Der Kinosaal war gut gefüllt.
Die Gäste - zumeist ältere Herren, ansonsten gut durchmischt.
Manchen glaubte man irgendwann schon einmal gesehen zu haben.
Das Jubiläum, das hier
gefeiert wurde, sucht seinesgleichen. Eine in der inzwischen längst
untergegangenen anderen deutschen Republik gegründete wissenschaftliche
Monatsschrift ist ein halbes Jahrhundert alt geworden. Sie hat die so genannte
Wende um 12 Jahre überlebt.
Würde es sich um eine
naturwissenschaftliche Zeitschrift handeln, dann hielte das Erstaunen sich
gewiss in Grenzen. Indes beging man hier den 50. Jahrestag der Zeitschrift
für Geschichtswissenschaft (ZfG).
Starredner war Wolfgang
Thierse. Gern gekommen sei er. Aus seinem Mund klang das glaubwürdig.

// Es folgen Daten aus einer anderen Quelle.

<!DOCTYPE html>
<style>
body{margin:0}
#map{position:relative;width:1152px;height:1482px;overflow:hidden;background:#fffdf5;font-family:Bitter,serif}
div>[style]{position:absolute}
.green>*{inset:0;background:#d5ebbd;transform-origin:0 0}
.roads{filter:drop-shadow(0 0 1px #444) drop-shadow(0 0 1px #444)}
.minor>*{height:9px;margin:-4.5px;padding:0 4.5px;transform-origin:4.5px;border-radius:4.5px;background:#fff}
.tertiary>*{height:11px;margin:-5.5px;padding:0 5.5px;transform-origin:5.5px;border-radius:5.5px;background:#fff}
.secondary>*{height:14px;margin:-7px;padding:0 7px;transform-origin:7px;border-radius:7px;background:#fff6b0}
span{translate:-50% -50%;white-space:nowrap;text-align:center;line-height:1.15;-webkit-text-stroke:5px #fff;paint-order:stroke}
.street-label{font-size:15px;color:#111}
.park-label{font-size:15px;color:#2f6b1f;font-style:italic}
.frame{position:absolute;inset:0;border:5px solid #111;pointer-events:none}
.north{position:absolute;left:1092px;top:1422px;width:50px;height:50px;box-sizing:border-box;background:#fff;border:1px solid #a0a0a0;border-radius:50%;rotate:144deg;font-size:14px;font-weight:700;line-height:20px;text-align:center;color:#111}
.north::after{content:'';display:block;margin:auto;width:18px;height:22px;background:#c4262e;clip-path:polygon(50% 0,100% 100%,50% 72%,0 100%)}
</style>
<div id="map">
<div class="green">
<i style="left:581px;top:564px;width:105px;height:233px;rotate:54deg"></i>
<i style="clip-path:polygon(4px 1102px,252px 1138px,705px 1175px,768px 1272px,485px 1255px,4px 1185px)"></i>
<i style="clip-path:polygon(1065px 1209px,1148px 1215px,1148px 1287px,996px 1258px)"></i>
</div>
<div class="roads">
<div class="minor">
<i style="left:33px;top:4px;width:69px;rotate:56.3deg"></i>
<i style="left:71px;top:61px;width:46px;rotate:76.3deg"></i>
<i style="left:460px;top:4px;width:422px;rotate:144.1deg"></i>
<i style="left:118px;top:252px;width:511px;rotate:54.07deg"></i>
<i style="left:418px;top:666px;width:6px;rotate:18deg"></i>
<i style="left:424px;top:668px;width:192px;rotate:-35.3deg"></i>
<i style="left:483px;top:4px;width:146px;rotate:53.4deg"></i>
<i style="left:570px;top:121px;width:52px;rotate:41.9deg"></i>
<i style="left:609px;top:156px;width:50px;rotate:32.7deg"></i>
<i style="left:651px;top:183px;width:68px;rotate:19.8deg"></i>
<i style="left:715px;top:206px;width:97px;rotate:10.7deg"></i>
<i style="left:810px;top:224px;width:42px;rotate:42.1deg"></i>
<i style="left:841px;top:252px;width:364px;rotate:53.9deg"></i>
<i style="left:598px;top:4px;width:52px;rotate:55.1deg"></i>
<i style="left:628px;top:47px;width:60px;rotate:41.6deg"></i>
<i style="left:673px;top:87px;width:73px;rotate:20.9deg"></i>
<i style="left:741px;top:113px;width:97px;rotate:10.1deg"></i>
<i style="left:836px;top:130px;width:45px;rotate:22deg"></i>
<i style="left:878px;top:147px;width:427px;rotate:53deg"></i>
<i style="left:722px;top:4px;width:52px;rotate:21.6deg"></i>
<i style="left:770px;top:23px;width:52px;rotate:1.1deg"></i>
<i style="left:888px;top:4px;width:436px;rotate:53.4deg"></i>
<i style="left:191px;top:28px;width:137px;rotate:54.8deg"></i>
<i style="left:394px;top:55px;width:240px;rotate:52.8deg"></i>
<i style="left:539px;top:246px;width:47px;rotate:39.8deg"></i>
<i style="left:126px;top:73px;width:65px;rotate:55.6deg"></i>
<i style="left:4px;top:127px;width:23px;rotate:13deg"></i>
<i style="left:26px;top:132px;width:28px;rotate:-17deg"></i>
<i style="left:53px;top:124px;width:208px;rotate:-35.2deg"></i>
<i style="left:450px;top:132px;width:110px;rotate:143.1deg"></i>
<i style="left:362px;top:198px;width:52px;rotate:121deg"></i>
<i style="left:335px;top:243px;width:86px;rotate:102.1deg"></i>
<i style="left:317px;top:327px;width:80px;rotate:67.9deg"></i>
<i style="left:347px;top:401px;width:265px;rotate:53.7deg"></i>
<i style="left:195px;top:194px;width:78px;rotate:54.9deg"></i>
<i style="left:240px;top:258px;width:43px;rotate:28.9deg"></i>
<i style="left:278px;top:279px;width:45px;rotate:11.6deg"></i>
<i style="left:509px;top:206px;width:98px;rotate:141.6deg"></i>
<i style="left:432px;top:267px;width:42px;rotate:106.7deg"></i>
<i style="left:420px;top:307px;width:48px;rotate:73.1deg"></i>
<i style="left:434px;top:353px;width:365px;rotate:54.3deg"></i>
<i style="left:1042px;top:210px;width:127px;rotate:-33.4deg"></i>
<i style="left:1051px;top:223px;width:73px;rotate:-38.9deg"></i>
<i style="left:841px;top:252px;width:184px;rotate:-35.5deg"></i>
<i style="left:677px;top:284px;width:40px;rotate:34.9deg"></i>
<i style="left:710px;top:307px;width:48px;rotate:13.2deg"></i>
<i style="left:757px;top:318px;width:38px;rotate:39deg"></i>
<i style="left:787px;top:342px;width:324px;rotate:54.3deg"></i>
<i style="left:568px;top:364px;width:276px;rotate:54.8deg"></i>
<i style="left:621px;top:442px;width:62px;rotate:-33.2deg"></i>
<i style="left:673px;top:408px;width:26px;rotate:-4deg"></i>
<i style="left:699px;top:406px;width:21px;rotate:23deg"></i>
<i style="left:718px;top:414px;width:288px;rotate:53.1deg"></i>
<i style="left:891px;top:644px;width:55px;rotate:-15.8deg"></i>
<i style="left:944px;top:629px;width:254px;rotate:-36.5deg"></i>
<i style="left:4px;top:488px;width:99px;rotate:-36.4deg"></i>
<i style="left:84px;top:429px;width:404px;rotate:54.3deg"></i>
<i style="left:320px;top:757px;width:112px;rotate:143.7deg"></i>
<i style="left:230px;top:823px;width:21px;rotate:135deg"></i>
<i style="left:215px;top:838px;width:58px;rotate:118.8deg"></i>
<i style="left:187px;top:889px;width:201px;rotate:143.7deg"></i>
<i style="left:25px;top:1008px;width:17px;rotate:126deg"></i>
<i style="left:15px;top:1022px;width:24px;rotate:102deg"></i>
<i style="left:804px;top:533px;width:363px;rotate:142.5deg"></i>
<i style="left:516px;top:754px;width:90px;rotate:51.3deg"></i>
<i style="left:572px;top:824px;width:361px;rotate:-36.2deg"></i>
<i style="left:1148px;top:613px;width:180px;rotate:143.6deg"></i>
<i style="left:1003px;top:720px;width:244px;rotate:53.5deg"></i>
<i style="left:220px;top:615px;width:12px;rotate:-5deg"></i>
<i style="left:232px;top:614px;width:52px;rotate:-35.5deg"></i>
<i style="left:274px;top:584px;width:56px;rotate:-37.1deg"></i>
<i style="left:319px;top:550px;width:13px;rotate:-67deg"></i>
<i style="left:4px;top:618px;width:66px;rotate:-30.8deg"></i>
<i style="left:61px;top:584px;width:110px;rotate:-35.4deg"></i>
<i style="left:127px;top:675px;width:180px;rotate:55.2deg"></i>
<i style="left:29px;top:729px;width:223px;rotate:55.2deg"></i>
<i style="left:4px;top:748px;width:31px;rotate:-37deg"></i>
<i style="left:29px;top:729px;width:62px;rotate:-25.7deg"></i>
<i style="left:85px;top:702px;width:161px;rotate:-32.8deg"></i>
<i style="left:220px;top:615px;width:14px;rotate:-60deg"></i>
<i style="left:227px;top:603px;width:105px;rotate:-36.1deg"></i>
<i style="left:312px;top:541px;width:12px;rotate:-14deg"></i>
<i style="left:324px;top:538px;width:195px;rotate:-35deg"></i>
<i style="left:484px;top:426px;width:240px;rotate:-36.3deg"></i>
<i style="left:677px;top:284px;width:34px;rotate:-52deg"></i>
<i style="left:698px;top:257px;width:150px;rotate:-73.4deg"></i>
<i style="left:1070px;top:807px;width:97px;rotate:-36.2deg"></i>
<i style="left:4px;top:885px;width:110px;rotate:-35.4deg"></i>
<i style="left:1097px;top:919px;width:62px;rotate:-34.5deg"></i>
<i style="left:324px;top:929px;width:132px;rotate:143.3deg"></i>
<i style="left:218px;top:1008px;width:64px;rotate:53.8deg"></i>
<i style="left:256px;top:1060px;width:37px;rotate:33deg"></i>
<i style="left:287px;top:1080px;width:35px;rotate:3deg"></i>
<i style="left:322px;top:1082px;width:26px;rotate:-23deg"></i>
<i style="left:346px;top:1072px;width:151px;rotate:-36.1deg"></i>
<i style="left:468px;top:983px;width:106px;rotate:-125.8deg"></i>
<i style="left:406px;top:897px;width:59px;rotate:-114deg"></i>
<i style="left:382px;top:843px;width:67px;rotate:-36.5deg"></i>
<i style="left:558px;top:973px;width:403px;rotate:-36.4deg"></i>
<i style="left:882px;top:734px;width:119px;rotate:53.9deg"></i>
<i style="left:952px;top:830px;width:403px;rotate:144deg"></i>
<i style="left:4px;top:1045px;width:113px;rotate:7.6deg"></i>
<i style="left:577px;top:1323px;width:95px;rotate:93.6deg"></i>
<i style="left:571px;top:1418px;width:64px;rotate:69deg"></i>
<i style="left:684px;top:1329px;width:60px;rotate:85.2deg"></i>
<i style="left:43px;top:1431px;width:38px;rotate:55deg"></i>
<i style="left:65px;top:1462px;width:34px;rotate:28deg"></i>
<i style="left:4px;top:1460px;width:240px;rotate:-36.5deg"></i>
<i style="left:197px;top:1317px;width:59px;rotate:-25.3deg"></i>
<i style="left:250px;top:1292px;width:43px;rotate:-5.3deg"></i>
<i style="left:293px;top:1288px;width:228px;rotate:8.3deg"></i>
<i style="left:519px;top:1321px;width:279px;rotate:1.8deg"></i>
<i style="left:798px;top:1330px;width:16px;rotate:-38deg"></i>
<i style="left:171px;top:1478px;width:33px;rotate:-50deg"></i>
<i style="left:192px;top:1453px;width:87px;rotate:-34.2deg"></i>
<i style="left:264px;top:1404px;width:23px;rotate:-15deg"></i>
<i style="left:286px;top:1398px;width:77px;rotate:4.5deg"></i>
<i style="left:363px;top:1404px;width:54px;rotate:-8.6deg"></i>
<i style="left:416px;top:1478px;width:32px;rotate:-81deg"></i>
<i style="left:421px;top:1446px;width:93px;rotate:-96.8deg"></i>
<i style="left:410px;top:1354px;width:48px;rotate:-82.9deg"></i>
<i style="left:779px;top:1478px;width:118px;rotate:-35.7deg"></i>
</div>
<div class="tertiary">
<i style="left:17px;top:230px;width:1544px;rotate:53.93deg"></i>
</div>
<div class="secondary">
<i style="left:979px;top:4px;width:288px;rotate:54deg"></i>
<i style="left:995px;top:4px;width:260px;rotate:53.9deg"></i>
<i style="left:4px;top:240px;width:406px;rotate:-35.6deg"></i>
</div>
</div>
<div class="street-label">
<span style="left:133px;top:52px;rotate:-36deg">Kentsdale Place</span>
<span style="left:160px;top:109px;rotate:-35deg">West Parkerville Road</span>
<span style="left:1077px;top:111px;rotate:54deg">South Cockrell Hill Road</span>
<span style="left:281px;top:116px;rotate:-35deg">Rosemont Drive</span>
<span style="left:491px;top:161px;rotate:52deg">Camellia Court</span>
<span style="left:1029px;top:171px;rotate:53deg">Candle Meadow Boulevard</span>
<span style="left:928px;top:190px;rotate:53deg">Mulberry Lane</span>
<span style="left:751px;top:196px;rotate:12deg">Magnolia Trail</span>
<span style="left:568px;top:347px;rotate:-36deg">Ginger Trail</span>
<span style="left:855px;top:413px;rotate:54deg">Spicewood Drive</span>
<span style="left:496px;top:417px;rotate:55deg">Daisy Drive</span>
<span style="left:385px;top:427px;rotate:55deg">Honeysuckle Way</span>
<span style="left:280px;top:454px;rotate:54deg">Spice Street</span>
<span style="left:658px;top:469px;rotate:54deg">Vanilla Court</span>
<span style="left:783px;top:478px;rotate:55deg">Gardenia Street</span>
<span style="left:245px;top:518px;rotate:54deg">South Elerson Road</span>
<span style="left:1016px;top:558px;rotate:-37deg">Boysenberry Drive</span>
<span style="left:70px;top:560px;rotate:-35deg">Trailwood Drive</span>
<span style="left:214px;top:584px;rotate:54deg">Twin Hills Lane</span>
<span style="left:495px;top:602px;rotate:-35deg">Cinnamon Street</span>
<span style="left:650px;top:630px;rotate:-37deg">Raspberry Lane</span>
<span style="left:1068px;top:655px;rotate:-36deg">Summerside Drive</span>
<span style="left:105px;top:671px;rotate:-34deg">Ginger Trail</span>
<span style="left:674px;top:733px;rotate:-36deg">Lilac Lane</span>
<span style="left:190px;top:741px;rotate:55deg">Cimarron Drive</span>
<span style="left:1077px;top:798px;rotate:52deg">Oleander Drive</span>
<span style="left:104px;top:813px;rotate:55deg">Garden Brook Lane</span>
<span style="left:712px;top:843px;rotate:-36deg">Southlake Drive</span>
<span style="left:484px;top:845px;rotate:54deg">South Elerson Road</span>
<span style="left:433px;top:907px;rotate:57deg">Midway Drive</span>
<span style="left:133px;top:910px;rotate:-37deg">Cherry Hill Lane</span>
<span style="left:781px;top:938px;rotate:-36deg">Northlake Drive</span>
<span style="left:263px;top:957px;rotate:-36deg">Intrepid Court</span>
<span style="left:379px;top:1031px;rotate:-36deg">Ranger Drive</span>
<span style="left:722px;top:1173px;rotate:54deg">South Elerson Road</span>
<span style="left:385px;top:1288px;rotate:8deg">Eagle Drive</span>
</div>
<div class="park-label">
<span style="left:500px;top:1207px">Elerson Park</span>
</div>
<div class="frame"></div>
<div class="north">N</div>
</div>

Der Anlass bot ihm Gelegenheit, grundsätzlich Kritisches zu sagen
über die Legitimitätsfunktion so genannter marxistisch-leninistischer
Geschichtswissenschaft in der zweiten deutschen Diktatur des vergangenen
Jahrhunderts. Aber er anerkannte auch die Arbeit solcher Historiker wie
Fritz Klein, die nie in Frage gestanden hätten. Die Geschichte der
ZfG in der neuen Bundesrepublik sieht er als ebenso bemerkenswerten wie
seltenen Prozess des Aufeinanderzugehens ost- und westdeutscher Sozialwissenschaftler,
schmerzlich durchaus für die Einen, nicht gerade unkompliziert auch
für die Anderen. Der Beifall für seine Rede war erwartungsgemäß
geteilt, wenngleich nicht strikt. Auch im Falle des etwas kürzeren
Applaus’ blieb dieser anerkennend freundlich.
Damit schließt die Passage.